PUBLISHER: Grand View Research | PRODUCT CODE: 1633736
PUBLISHER: Grand View Research | PRODUCT CODE: 1633736
The global automotive artificial intelligence market size is estimated to reach USD 14.92 billion by 2030, registering a CAGR of 23.4% from 2025 to 2030, according to a new report by Grand View Research, Inc. The artificial intelligence (AI) in the automotive industry is driven by factors such as government initiatives to incorporate autonomously and the growing demand for autonomous vehicles. Furthermore, the automotive industry's expansion will likely drive the artificial intelligence market. The automotive sector has benefitted from artificial intelligence and is one of the primary industries that use AI to augment and replicate human action. For instance, in March 2023, RoboSense announced the launch of the RS-Fusion-P6 (P6) automotive-grade solid-state LiDAR perception solution. The P6 LiDAR system is designed explicitly for level 4 autonomous driving and integrates cutting-edge software and hardware support, ensuring efficient and reliable perception capabilities for autonomous vehicles.
The advent of standards such as Advanced Driver Assistance Systems (ADAS), blind-spot alert, Adaptive Cruise Control (ACC), and increased demand for convenience features are attracting automotive providers to AI. AI mission-critical occurrences necessitate analysis, warnings, and directives. Automotive ADAS comprises various advanced sensors, such as LiDAR, Inertial Measurement Units (IMUs), radar, and cameras, as well as data connectivity and pressure and temperature sensors for constant uploads and downloads of surrounding conditions. The signal chain necessitates proper conditioning of sensor outputs and detection and reliable low-latency communications within the vehicle and the surrounding infrastructure.

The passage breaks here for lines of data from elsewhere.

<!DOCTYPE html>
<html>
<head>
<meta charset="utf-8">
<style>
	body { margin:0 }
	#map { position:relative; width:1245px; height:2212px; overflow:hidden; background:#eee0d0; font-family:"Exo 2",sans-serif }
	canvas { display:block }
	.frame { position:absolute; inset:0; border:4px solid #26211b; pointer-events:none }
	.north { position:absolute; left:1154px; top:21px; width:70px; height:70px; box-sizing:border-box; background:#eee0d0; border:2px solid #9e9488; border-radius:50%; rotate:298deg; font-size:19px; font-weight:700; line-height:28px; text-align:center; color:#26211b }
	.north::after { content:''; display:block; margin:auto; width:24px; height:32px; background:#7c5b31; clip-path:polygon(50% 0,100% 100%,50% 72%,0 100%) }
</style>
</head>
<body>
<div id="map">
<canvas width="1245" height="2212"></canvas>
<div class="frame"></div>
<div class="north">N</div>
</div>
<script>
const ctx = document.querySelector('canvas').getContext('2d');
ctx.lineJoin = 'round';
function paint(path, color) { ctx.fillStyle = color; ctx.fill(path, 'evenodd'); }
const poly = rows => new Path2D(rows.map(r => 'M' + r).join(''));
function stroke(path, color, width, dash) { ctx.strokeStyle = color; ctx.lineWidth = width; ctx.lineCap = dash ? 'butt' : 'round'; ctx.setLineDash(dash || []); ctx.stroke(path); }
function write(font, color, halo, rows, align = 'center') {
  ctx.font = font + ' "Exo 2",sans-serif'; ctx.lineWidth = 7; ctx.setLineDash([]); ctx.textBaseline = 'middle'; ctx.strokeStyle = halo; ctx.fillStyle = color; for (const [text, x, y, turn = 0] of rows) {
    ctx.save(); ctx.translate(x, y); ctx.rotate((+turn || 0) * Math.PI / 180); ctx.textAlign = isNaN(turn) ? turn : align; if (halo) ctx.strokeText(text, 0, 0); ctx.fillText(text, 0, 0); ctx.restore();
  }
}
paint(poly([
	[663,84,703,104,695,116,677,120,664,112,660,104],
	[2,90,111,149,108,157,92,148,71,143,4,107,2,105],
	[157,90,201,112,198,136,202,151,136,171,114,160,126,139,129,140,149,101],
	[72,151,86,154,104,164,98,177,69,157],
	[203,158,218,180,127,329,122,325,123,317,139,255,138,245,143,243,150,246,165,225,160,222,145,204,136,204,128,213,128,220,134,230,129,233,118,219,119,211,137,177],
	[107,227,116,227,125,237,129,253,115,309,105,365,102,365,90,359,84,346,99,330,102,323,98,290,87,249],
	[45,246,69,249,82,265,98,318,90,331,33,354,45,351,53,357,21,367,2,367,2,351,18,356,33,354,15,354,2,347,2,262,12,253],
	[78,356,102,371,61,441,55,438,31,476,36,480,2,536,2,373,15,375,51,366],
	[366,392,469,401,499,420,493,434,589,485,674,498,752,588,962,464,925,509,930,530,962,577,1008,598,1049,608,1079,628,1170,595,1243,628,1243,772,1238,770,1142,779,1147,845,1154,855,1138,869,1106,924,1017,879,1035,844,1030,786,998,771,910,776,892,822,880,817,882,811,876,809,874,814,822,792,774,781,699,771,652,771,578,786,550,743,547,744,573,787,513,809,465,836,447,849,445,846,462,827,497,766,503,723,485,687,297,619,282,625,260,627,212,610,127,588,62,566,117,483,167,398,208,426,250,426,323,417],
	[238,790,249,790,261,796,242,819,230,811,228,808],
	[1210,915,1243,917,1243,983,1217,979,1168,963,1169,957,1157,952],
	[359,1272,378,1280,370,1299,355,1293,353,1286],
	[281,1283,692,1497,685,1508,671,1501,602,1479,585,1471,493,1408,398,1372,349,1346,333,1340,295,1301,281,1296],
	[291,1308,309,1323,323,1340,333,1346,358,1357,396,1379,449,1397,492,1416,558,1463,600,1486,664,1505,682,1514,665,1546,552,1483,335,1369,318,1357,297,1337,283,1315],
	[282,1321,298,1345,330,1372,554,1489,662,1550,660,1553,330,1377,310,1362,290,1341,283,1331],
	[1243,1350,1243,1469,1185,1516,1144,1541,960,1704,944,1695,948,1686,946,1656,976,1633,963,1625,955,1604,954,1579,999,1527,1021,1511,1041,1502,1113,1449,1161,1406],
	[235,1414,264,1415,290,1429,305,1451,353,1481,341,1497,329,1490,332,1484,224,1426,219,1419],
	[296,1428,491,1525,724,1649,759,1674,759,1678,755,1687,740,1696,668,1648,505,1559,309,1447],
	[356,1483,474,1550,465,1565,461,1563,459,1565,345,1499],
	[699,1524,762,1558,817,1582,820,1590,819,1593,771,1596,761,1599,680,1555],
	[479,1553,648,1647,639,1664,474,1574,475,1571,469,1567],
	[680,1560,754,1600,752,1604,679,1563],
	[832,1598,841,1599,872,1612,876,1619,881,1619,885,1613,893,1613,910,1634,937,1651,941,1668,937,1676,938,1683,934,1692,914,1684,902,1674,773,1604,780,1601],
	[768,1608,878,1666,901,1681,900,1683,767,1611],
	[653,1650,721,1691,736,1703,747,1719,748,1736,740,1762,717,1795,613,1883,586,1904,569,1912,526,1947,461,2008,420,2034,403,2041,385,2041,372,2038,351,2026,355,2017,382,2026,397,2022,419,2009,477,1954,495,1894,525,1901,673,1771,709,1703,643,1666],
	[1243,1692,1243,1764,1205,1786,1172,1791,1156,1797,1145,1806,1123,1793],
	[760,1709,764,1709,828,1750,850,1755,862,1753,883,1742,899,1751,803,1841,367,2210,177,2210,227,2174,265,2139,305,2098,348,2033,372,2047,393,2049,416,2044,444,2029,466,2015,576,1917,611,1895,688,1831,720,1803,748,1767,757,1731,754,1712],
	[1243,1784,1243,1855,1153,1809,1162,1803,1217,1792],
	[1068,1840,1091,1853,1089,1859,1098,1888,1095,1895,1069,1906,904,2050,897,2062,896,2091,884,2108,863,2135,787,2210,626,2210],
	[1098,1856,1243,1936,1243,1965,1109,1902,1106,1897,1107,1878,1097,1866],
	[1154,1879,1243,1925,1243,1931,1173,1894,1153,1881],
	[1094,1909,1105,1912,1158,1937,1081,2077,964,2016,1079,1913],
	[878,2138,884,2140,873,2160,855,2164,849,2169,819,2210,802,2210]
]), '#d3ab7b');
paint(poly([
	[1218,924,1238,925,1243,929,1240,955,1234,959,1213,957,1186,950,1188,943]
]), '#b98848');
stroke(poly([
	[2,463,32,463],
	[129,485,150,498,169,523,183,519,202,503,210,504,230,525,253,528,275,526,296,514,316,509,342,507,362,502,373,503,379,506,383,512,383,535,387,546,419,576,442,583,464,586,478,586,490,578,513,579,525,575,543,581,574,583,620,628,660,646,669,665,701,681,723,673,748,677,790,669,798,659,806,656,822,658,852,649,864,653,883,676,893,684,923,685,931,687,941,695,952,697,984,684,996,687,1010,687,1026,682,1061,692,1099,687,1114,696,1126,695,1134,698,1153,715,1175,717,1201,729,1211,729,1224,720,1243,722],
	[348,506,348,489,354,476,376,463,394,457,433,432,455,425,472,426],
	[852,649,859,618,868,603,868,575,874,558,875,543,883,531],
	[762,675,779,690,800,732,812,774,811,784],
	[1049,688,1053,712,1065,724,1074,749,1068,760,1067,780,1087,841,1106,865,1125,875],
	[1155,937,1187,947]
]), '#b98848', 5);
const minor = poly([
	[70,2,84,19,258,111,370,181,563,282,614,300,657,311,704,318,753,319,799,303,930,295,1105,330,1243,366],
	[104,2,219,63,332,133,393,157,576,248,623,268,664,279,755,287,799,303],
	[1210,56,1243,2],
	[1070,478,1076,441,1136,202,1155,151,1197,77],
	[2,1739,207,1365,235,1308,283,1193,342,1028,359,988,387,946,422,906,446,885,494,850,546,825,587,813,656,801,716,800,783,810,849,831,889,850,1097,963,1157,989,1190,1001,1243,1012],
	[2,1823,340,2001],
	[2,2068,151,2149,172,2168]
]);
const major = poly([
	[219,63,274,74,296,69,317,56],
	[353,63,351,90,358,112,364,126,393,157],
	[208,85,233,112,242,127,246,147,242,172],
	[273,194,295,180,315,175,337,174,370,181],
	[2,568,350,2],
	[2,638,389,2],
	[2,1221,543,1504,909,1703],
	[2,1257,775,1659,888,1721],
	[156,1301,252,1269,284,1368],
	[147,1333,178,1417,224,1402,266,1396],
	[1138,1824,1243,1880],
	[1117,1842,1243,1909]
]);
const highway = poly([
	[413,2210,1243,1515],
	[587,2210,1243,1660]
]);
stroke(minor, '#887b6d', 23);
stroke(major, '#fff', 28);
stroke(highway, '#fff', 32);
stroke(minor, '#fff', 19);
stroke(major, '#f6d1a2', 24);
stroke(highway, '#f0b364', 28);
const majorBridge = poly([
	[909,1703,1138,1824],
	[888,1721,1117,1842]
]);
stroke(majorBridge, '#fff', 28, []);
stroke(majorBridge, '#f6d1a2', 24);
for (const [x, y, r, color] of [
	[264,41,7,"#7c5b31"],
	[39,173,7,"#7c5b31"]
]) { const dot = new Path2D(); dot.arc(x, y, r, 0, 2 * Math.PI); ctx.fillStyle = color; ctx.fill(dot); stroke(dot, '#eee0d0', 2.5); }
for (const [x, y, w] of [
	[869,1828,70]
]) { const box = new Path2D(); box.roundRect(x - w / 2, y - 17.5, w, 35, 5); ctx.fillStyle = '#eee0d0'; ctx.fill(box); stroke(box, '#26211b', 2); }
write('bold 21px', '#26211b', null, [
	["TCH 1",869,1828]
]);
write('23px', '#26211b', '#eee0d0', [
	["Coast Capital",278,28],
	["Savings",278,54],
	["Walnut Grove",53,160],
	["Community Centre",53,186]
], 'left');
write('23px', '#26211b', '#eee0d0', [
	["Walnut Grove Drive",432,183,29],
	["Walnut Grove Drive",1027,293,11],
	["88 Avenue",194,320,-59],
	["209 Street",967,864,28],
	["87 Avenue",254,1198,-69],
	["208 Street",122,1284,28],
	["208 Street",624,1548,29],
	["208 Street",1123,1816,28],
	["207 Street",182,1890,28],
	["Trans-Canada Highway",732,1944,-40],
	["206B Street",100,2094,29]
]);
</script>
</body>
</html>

AI has enormous potential in the automobile industry when embedded within the industry's products, production and manufacturing processes, and value-added chains. AI deployment is expected to contribute significantly to a safer, cleaner, more efficient, and more reliable mobility ecosystem. For instance, AI applications in connected and automated vehicles improve driver safety, monitoring, situational awareness, comfort, and trajectory prediction. It can lead to significant gains in performance and efficiency, such as enhanced logistical flows, traffic fluidity, and reduced fuel or power consumption.
In recent years, businesses manufacturing Automated Driving Systems (ADS) technology have substantially invested in live testing autonomous vehicles operating in virtual environments to assure their dependability and safety. However, the Covid-19 pandemic, which began in March 2020, prevented, disrupted, and delayed the achievement of these new product development test objectives due to its sudden beginning and continued resurgent impacts. A study published by Adrian Chen Yang Tan on March 10, 2022, used data from the California Automated Vehicle Test Program to ascertain how the pandemic impacted testing trends, resumptions, and test conditions. The study emphasized how crucial it is for government measures to encourage and facilitate the development of autonomous vehicles in pandemic situations.